We have seen the Australian Dollar lose ground against most major currencies this week and this trend may well continue as the week progresses.
With Donald Trump bringing in new tariff’s for Canada on trade this has led to concerns that we may see a similar situation for many other economies which could really put further pressure on the Australian Dollar as it would initially be seen as a negative for the Australian economy.
We had slightly weaker than expected inflation data for Australia earlier in the week, and we have more to be released tomorrow and although markets are expecting a small improvement, I would be surprised to see any large gains for the Australian Dollar this week as I feel the trend is well and truly against it at present.

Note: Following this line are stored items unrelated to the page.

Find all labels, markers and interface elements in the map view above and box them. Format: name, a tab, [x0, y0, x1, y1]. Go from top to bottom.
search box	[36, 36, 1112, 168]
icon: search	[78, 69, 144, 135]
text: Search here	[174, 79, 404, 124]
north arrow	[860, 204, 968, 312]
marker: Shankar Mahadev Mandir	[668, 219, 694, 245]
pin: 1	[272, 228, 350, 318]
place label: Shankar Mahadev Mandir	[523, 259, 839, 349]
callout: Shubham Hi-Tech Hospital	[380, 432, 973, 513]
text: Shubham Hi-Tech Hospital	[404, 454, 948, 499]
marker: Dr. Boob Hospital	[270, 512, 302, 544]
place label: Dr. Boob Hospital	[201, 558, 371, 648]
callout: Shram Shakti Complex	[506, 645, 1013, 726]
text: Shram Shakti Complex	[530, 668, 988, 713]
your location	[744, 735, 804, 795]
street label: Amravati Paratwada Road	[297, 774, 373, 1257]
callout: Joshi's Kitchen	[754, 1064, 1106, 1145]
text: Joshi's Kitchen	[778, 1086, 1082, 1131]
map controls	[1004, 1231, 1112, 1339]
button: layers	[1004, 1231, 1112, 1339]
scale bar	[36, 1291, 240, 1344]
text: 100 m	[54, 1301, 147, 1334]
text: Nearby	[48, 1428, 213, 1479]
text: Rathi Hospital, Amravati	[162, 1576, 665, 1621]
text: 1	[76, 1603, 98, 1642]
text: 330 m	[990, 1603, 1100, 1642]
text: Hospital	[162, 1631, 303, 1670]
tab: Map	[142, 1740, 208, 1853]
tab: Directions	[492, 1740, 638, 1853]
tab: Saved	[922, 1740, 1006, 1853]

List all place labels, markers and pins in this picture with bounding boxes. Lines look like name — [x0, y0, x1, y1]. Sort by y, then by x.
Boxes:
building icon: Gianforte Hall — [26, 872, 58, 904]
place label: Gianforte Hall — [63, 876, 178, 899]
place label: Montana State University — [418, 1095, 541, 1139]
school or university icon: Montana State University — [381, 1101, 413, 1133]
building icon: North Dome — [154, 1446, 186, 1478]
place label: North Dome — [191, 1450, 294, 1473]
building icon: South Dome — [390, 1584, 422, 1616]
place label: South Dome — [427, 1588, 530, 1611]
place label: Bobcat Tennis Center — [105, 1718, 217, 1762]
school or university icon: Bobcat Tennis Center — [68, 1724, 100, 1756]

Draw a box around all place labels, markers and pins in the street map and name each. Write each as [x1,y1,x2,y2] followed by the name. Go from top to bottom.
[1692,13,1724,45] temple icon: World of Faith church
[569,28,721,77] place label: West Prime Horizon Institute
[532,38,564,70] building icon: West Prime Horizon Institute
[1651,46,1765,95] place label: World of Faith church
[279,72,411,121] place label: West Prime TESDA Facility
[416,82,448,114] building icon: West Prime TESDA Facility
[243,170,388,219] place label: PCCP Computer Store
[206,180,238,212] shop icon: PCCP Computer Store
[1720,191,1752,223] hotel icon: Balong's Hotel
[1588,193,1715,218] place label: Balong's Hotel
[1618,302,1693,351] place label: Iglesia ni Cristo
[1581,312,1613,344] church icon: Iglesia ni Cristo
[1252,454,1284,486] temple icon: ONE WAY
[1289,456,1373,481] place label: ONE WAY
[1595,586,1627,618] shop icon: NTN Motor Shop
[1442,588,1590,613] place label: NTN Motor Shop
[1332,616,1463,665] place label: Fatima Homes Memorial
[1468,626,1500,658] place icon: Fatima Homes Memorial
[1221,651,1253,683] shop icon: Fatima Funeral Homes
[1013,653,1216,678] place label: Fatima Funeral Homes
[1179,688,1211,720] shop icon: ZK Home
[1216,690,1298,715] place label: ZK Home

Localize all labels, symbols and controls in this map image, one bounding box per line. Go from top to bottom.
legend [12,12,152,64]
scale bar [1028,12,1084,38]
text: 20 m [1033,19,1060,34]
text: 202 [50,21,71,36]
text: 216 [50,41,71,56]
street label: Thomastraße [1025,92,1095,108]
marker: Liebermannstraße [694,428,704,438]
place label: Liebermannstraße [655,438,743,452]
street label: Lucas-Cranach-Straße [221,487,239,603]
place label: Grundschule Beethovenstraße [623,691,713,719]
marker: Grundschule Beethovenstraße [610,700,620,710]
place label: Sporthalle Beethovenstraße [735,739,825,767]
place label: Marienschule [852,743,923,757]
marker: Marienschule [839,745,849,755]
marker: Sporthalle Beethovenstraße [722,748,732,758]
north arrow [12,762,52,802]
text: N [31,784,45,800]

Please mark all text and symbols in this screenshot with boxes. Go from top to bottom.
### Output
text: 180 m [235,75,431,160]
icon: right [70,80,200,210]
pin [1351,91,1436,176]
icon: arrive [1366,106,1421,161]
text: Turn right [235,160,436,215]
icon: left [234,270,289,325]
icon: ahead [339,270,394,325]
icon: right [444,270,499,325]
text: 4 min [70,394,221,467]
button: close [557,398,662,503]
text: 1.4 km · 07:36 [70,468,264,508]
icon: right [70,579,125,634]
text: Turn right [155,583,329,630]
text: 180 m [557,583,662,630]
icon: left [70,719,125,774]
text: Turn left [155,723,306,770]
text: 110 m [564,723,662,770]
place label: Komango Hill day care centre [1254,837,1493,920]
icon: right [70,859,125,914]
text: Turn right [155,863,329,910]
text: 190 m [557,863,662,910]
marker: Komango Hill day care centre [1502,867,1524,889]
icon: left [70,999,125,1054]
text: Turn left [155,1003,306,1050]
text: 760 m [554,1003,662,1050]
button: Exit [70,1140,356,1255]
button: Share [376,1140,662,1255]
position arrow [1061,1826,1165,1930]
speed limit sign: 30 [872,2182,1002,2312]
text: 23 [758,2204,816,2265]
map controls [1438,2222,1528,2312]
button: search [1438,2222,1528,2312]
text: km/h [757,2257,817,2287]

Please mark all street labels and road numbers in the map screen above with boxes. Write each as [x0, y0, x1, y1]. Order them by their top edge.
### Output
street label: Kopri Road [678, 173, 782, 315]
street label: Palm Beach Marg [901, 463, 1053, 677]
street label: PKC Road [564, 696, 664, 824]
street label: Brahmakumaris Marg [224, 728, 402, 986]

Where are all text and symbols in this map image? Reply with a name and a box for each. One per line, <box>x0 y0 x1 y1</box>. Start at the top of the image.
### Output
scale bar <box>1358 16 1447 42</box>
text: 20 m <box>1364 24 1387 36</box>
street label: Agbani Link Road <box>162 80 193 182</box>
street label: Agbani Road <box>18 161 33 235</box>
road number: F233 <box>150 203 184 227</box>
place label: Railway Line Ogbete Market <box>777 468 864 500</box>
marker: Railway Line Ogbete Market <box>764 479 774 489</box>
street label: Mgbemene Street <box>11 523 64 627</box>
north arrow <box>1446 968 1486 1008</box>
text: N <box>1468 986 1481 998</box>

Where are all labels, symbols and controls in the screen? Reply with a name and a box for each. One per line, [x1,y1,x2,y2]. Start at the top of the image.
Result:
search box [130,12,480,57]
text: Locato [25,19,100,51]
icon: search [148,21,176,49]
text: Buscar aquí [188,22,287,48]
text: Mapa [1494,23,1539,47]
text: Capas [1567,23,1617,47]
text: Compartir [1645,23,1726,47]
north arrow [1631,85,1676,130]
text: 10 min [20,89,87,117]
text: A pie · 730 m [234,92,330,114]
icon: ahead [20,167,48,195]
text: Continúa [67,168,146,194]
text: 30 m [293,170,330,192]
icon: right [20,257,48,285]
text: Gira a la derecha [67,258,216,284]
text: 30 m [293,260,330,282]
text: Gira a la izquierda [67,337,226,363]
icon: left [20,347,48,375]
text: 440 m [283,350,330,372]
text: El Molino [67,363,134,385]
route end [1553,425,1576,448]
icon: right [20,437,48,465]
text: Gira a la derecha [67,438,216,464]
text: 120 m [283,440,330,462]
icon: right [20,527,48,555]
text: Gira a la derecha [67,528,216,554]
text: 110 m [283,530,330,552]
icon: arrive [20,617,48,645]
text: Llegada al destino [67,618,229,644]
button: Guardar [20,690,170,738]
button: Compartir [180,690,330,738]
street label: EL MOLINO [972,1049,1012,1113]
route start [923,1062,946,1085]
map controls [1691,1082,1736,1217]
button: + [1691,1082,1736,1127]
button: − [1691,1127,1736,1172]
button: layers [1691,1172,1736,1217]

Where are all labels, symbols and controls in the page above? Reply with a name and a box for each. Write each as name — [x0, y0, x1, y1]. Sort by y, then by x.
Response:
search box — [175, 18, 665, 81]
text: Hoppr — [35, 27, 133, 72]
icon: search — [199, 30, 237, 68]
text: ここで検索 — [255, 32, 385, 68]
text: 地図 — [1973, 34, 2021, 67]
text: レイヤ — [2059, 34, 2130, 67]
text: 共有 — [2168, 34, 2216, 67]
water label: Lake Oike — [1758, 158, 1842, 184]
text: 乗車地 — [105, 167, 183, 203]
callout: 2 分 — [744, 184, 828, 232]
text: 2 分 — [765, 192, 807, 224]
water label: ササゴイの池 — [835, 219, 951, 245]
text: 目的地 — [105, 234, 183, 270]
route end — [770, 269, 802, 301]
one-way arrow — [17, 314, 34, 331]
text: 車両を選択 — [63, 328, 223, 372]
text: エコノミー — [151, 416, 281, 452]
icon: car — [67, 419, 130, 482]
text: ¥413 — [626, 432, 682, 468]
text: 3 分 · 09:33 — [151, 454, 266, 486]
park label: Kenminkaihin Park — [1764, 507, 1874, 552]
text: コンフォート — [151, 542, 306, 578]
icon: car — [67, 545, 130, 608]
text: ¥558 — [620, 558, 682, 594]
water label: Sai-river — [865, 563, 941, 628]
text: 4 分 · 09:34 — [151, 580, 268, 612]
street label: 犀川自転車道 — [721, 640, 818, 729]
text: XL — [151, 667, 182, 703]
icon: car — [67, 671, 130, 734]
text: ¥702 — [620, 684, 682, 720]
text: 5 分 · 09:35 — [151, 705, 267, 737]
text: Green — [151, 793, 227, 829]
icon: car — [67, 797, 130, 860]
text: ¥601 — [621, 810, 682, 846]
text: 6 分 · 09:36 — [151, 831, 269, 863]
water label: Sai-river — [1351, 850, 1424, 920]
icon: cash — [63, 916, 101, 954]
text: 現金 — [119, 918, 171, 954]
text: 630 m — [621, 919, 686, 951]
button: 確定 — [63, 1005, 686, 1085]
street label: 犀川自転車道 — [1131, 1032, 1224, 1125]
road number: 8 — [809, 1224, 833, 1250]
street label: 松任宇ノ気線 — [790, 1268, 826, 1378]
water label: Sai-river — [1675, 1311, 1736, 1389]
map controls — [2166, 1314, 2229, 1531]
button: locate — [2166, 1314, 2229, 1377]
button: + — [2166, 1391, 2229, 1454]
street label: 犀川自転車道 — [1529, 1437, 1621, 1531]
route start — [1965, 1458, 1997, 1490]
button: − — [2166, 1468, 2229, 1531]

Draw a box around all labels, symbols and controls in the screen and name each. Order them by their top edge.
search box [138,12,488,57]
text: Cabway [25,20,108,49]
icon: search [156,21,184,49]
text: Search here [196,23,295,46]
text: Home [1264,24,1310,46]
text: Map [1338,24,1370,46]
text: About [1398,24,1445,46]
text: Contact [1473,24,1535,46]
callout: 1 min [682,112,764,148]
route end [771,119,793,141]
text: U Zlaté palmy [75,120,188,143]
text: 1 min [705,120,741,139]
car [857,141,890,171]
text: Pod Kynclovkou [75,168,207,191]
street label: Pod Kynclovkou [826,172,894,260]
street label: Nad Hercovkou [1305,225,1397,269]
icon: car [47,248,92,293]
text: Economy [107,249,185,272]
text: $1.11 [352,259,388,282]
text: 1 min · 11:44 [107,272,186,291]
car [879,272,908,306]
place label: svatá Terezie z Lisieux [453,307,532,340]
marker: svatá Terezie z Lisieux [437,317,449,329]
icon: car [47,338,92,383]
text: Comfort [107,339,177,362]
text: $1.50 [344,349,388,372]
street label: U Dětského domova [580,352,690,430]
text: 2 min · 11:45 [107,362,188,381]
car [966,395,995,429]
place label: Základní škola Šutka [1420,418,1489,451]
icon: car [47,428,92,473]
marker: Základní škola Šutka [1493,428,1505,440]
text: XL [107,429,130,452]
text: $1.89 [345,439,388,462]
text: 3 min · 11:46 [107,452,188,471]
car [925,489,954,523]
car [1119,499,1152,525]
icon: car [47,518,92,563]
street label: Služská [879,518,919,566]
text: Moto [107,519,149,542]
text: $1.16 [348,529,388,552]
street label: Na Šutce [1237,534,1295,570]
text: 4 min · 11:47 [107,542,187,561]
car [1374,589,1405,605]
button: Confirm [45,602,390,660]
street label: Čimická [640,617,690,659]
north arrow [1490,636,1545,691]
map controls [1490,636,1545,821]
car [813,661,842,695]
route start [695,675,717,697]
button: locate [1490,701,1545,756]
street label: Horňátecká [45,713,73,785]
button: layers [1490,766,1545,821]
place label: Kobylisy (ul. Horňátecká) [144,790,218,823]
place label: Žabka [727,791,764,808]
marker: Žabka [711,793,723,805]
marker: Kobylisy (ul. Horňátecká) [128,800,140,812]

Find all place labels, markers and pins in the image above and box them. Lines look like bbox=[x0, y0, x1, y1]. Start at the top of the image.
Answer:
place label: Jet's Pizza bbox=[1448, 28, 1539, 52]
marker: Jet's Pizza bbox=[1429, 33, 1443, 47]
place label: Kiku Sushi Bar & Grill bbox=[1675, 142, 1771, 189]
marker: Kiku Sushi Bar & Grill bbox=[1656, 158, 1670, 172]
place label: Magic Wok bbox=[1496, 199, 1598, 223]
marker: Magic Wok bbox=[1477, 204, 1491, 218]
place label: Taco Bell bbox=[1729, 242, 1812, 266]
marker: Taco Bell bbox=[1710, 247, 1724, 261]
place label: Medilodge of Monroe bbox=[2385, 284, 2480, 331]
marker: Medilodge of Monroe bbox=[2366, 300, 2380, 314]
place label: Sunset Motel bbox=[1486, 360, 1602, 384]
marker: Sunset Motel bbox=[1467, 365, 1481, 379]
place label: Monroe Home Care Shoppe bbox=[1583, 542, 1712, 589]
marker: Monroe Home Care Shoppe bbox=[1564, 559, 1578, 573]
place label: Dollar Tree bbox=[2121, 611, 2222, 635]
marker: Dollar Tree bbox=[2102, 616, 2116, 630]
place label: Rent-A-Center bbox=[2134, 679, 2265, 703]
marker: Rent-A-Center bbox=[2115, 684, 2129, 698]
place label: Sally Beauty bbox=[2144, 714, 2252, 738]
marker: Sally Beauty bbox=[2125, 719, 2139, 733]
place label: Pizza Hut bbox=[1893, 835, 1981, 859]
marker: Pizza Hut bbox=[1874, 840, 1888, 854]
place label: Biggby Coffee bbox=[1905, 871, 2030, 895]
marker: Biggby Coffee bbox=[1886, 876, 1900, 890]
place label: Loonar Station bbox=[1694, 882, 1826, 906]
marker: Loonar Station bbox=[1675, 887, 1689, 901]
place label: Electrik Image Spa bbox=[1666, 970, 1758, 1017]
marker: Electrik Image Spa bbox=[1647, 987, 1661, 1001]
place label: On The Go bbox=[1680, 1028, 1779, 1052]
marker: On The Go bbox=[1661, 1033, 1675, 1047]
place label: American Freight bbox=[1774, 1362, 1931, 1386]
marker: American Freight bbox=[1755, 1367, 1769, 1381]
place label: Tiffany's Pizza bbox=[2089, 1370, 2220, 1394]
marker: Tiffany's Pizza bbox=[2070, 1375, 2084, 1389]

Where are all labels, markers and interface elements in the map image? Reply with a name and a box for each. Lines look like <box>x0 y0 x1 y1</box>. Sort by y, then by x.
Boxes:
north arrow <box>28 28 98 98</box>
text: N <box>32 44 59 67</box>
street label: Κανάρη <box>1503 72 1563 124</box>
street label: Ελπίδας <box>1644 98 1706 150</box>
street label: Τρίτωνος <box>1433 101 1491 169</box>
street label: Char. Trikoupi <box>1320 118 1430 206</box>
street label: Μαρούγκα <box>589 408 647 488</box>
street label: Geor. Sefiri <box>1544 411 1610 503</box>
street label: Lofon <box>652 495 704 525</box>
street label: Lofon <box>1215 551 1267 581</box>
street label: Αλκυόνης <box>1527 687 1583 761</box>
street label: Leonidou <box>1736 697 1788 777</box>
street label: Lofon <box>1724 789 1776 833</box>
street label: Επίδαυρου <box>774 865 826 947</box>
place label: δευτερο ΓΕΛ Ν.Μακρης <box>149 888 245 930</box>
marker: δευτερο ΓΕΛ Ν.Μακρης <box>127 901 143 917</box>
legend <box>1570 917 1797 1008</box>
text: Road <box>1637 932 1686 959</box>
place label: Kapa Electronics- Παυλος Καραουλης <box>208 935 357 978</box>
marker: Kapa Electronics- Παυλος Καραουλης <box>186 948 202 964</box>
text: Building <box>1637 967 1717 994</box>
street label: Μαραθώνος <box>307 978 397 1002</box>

Tomorrow we also have GDP (Gross Domestic Product) figures over in the U.S and this can have an impact on all major currencies as it has an affect on global attitude to risk. GDP is essentially how much the economy grew or shrank during a specific period and the reason the U.S figure is so key for the Australian Dollar is due to the fact that it will be key for their decision on their next interest rate change, and should the U.S hike interest rates again I would expect to see the Australian Dollar weaken further.
If you put yourself in the position of a large investor, you would more than likely prefer to hold funds in the less risky USD rather than the more volatile AUD and interest rates for the two are getting closer, the closer they get the larger the flow out of AUD and into USD, hence making the AUD weaker over time.